A SES lembra que o exame para diagnóstico de febre amarela só poderá ser realizado naqueles pacientes cujos sintomas se enquadrem na definição de caso suspeito do Ministério da Saúde. A amostra deverá ser enviada ao Laboratório Central da Paraíba (Lacen-PB) acompanhada de cópia da ficha de investigação e devidamente registrada no sistema Gerenciador de Ambiente Laboratorial (GAL).

A Paraíba é considerada área livre para febre amarela, sem circulação viral. Porém, se faz necessário que os serviços de saúde públicos e privados estejam atentos a possíveis casos suspeitos, conforme portaria nº 204/2016 e definição do Ministério da Saúde: “Indivíduo com quadro febril agudo (até 7 dias), de início súbito, acompanhado de icterícia e/ou manifestações hemorrágicas, residente ou precedente de área de risco para febre amarela ou de locais com ocorrência de epizootias em primatas não humanos ou isolamento de vírus vetores nos últimos 15 dias, não vacinado contra febre amarela ou com estado vacinal ignorado”. A notificação deve ser comunicada à Secretaria Municipal de Saúde e Secretaria de Estado da Saúde em até 24 horas.

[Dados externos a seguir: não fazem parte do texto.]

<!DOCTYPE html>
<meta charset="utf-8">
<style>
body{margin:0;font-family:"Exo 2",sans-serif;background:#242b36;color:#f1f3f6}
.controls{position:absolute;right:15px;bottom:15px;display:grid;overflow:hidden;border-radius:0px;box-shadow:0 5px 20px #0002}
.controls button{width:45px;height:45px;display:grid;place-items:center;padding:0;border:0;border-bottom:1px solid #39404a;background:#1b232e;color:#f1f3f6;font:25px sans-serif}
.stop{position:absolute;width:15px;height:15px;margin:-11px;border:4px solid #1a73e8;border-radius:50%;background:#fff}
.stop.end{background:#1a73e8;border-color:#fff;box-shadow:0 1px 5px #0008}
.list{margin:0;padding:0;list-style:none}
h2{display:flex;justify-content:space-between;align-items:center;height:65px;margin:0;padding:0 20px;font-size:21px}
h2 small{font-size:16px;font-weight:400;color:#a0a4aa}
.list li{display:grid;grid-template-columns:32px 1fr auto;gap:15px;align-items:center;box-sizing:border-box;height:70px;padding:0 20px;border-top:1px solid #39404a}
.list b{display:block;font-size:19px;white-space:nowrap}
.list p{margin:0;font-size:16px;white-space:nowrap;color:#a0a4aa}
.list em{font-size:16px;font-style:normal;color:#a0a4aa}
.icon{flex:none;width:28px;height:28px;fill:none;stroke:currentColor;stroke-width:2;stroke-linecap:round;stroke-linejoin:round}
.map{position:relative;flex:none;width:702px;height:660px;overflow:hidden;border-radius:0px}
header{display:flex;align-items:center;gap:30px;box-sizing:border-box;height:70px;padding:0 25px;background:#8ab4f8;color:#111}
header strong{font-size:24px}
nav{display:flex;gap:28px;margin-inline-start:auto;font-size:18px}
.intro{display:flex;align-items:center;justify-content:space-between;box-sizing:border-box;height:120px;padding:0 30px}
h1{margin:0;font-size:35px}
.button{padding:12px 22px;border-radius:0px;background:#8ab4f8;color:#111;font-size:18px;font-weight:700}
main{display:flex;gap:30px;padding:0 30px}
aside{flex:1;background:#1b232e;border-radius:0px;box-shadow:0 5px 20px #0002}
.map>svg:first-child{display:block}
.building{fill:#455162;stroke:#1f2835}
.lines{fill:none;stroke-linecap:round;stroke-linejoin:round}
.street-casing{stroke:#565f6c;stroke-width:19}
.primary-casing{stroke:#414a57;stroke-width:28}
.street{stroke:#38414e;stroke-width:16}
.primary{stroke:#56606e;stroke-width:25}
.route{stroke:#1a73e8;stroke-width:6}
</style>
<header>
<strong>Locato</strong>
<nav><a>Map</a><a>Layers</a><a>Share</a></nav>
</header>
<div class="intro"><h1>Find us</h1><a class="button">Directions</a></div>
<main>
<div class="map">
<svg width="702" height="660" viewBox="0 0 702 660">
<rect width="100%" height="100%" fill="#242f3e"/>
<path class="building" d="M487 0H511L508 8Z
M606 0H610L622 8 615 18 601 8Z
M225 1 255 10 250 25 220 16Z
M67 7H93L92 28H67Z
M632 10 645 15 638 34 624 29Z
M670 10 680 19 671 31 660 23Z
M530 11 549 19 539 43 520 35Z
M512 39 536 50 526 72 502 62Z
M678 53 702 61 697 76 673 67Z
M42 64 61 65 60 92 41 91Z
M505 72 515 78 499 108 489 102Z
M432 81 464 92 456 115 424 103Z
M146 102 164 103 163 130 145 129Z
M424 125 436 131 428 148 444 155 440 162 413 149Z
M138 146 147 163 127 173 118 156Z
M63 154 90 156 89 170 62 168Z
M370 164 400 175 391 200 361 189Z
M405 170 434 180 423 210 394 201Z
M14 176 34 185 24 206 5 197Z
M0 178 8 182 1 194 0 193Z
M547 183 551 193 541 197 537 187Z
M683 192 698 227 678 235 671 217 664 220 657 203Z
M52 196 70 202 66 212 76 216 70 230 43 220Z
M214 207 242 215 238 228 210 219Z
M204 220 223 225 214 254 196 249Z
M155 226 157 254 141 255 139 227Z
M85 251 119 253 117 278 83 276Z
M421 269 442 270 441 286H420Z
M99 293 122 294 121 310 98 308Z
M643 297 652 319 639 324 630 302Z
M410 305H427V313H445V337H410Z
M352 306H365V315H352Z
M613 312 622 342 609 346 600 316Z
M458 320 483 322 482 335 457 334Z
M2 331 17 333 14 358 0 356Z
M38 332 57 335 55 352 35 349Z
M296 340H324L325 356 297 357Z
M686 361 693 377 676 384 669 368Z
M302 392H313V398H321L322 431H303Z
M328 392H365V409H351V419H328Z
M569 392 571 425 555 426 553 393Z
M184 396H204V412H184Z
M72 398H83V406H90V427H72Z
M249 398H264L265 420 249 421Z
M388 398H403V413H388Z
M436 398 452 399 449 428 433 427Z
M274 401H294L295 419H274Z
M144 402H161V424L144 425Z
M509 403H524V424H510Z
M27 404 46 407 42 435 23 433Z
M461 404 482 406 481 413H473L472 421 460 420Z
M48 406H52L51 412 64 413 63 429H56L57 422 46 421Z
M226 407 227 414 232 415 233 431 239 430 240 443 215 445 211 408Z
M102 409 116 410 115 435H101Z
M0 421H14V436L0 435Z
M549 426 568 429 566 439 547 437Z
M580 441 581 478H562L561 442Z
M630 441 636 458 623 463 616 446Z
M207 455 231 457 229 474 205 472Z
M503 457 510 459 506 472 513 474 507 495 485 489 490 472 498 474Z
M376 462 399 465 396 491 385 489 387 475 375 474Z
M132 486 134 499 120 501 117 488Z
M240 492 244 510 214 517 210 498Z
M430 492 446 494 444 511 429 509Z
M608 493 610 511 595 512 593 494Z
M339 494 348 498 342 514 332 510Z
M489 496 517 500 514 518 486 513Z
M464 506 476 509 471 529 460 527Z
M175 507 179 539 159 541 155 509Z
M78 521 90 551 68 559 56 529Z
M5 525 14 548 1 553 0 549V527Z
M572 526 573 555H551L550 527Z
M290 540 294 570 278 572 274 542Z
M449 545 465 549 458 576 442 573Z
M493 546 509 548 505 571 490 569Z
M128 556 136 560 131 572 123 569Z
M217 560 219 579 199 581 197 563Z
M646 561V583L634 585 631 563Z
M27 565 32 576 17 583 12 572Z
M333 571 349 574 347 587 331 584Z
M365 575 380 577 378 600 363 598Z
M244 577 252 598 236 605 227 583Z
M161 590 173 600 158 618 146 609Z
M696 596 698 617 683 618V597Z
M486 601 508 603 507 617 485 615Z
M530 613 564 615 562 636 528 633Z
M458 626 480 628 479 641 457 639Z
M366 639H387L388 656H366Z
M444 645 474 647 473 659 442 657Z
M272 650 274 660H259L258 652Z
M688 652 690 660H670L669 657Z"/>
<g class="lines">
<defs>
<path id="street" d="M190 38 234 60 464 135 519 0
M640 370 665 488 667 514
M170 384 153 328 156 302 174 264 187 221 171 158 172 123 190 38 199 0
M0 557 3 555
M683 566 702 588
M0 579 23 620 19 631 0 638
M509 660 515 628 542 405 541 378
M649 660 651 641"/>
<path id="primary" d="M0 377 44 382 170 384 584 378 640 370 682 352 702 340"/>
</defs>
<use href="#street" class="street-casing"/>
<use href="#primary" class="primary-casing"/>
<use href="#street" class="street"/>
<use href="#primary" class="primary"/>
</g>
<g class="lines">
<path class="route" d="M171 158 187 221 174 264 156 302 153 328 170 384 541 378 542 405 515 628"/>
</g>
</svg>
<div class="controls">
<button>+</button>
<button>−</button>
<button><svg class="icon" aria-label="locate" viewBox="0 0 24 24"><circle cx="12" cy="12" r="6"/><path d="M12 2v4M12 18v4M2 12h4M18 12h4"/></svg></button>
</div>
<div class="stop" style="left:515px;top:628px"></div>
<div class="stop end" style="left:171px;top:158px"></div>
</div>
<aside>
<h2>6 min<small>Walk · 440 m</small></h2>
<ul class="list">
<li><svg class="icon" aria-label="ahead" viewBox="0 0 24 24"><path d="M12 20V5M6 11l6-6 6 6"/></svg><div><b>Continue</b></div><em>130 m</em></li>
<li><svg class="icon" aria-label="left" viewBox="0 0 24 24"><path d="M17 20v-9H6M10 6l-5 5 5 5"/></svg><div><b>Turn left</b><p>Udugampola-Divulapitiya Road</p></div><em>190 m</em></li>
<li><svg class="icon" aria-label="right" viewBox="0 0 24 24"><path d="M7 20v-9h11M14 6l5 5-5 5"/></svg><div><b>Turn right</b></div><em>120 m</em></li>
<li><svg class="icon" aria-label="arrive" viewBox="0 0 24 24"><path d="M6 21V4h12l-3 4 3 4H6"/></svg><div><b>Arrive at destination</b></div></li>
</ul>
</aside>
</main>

A febre amarela é uma doença febril aguda, não contagiosa, de curta duração (no máximo 12 dias), cuja letalidade varia de 5 a 10% nos casos poucos sintomáticos, podendo chegar a 50% nos casos graves (aqueles que evoluem com icterícia e hemorragias).

O ciclo silvestre de transmissão do vírus da Febre Amarela envolve primatas não humanos (PNH) e mosquitos dos gêneros Haemagogus e Sabethes. O homem, quando não imunizado, pode se infectar ao entrar em áreas de mata em ambientes rurais e silvestres onde o vírus ocorre naturalmente. O ciclo de transmissão urbano (por Aedes aegypti) não é registrado no país desde 1942.